Given data:
-*-

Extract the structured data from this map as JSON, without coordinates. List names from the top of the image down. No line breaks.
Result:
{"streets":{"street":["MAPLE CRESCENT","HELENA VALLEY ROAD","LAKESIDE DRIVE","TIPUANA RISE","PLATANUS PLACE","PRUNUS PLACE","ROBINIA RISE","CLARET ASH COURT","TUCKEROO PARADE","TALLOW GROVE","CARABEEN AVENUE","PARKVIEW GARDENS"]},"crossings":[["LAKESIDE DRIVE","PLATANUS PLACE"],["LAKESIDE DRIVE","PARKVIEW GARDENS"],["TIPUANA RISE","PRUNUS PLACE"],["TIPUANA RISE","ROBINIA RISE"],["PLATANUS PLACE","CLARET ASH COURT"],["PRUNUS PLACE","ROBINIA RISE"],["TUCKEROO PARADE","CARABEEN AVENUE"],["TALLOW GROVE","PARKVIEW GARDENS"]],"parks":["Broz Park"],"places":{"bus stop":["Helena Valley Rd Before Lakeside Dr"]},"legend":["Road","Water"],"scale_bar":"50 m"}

-*-

Exercise:
Reproduce the listing shown above in its entirety, exactly.

Response for this exercise:
Extract the structured data from this map as JSON, without coordinates. List names from the top of the image down. No line breaks.
Result:
{"streets":{"street":["MAPLE CRESCENT","HELENA VALLEY ROAD","LAKESIDE DRIVE","TIPUANA RISE","PLATANUS PLACE","PRUNUS PLACE","ROBINIA RISE","CLARET ASH COURT","TUCKEROO PARADE","TALLOW GROVE","CARABEEN AVENUE","PARKVIEW GARDENS"]},"crossings":[["LAKESIDE DRIVE","PLATANUS PLACE"],["LAKESIDE DRIVE","PARKVIEW GARDENS"],["TIPUANA RISE","PRUNUS PLACE"],["TIPUANA RISE","ROBINIA RISE"],["PLATANUS PLACE","CLARET ASH COURT"],["PRUNUS PLACE","ROBINIA RISE"],["TUCKEROO PARADE","CARABEEN AVENUE"],["TALLOW GROVE","PARKVIEW GARDENS"]],"parks":["Broz Park"],"places":{"bus stop":["Helena Valley Rd Before Lakeside Dr"]},"legend":["Road","Water"],"scale_bar":"50 m"}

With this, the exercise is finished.